Data supplied:
════════

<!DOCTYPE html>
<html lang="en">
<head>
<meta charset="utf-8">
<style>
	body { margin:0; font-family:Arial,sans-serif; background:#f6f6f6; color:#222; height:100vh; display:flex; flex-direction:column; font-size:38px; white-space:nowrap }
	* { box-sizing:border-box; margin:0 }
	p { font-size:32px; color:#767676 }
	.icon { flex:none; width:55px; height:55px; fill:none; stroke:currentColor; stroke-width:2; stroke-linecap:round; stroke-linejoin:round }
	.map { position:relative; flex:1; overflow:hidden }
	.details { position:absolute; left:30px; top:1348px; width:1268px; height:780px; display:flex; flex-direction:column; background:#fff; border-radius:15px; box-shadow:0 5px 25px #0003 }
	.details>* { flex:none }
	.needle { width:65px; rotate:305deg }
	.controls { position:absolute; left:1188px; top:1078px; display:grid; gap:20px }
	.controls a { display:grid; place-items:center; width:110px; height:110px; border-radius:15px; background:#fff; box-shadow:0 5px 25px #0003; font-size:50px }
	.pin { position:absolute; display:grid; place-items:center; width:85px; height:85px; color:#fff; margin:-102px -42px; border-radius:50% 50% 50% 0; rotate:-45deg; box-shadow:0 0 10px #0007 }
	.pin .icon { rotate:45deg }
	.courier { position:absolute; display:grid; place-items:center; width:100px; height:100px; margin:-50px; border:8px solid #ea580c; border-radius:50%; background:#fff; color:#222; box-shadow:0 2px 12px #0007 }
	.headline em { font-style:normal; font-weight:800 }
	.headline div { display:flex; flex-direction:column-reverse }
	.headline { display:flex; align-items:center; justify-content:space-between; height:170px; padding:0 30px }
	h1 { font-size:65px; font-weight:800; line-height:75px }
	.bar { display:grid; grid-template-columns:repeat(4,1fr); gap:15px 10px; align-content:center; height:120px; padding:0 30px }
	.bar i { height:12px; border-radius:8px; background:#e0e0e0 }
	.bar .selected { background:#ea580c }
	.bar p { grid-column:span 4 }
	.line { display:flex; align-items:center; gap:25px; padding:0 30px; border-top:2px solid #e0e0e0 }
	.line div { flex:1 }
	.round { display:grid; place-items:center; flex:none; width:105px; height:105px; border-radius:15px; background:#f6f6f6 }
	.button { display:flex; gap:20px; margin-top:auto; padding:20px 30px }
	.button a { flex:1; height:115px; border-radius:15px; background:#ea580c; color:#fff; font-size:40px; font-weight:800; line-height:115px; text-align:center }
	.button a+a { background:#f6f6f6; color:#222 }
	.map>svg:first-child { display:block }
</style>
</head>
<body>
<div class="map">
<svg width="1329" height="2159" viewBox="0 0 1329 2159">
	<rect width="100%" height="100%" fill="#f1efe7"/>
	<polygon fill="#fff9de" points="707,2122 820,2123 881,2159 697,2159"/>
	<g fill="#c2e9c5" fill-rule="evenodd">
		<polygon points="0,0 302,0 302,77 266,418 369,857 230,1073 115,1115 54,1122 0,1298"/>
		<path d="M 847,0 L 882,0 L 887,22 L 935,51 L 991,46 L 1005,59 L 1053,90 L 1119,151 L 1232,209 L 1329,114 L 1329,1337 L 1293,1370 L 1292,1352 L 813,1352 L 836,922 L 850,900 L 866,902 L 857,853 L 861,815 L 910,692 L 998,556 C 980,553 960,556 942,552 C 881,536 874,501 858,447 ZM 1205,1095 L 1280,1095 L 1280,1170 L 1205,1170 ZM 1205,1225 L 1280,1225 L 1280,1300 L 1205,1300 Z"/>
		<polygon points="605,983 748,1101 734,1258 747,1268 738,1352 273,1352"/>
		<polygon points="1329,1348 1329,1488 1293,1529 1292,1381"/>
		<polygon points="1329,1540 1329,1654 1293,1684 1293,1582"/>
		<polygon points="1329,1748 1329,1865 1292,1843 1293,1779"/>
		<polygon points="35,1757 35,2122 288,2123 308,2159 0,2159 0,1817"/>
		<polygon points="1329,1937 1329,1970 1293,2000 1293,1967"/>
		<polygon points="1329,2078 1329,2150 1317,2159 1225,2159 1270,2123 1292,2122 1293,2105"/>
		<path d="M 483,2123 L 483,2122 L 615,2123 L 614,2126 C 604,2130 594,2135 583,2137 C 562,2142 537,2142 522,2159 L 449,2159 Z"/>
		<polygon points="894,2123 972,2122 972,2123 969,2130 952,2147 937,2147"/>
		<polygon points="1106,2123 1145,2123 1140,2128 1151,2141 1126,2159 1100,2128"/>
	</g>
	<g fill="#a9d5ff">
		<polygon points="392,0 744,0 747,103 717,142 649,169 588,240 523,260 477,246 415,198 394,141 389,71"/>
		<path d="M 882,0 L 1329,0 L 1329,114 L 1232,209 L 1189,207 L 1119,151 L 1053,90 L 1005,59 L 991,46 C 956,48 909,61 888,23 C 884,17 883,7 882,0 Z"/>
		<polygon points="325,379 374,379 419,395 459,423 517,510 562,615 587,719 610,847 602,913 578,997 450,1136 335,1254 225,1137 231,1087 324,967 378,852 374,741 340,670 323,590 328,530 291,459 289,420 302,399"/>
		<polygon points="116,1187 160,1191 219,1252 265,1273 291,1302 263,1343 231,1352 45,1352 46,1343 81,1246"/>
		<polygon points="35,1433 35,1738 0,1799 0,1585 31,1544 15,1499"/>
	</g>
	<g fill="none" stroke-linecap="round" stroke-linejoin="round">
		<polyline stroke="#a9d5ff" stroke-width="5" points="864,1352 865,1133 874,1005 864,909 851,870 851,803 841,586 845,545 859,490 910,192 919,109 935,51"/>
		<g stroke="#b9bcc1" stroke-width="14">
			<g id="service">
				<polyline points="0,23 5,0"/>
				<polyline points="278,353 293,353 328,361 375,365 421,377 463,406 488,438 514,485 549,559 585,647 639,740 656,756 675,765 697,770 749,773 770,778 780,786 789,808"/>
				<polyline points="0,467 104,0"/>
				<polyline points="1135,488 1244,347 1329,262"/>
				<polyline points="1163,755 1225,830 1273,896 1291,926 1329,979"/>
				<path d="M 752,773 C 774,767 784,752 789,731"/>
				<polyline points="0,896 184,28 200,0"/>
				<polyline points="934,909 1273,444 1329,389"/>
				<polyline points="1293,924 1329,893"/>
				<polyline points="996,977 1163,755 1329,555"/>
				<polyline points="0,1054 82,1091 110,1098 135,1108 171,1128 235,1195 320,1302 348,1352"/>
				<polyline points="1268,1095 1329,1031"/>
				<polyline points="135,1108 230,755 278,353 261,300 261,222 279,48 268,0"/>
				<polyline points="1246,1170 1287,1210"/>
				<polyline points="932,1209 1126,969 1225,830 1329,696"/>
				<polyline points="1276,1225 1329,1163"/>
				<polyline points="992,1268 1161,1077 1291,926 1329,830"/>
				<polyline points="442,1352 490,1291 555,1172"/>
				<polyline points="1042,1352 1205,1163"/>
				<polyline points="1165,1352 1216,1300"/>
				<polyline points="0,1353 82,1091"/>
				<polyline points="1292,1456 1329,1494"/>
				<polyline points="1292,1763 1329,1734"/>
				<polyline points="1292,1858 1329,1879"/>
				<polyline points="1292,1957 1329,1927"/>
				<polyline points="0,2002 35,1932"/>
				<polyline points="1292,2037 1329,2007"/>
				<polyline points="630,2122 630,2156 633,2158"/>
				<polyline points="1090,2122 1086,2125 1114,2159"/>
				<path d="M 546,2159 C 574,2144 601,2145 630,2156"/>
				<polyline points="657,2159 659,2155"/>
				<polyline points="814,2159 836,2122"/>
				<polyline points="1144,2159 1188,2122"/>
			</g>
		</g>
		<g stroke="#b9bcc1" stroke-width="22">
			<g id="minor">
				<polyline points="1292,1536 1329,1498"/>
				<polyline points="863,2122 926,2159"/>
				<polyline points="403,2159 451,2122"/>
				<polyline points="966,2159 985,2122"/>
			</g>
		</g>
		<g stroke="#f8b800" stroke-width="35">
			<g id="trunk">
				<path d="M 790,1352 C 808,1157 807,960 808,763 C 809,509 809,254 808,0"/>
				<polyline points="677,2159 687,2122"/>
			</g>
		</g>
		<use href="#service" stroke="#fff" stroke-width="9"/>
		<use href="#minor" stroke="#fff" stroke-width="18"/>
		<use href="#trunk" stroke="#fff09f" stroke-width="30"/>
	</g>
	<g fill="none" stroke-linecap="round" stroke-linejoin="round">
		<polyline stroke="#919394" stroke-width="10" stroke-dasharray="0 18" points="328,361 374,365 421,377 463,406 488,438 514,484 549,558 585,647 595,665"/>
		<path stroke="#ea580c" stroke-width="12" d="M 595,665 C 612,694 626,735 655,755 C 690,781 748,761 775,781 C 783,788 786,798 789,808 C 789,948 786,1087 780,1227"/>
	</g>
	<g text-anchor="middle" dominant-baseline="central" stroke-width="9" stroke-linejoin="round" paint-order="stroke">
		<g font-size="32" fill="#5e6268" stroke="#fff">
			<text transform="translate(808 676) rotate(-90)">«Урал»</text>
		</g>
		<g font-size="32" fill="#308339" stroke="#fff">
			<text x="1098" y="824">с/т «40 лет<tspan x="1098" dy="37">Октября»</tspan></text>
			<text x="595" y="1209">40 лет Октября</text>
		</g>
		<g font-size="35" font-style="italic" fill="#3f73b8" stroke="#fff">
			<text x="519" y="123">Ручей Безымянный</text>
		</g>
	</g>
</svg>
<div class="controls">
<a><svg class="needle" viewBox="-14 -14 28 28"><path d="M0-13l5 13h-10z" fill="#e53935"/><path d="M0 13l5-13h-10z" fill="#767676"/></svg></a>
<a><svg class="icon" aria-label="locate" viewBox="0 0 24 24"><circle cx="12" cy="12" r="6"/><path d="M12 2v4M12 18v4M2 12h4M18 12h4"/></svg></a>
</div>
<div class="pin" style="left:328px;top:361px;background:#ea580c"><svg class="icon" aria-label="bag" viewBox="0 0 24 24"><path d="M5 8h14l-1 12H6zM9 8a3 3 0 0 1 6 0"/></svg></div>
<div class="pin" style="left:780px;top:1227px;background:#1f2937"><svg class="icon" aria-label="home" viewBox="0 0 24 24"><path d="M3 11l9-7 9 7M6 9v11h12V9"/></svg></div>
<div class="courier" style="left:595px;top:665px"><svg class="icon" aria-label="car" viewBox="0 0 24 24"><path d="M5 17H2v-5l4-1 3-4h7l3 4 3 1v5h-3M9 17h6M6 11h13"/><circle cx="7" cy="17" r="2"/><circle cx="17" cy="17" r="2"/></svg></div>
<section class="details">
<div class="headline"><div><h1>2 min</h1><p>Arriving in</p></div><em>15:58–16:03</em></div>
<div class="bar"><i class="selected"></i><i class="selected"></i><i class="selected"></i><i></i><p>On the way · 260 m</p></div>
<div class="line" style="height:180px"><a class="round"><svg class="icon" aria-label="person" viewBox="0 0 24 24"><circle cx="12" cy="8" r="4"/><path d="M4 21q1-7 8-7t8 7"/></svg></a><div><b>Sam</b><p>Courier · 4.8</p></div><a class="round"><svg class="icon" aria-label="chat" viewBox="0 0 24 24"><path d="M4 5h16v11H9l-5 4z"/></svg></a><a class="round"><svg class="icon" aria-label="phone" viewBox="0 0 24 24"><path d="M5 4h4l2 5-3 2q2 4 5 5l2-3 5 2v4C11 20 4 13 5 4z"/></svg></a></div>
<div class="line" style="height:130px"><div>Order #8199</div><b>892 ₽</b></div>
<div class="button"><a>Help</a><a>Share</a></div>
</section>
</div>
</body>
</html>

════════

Requirement: Determine the count of lines that include the word "trunk" in the listing, and state nothing but that count.

Result for this task: 2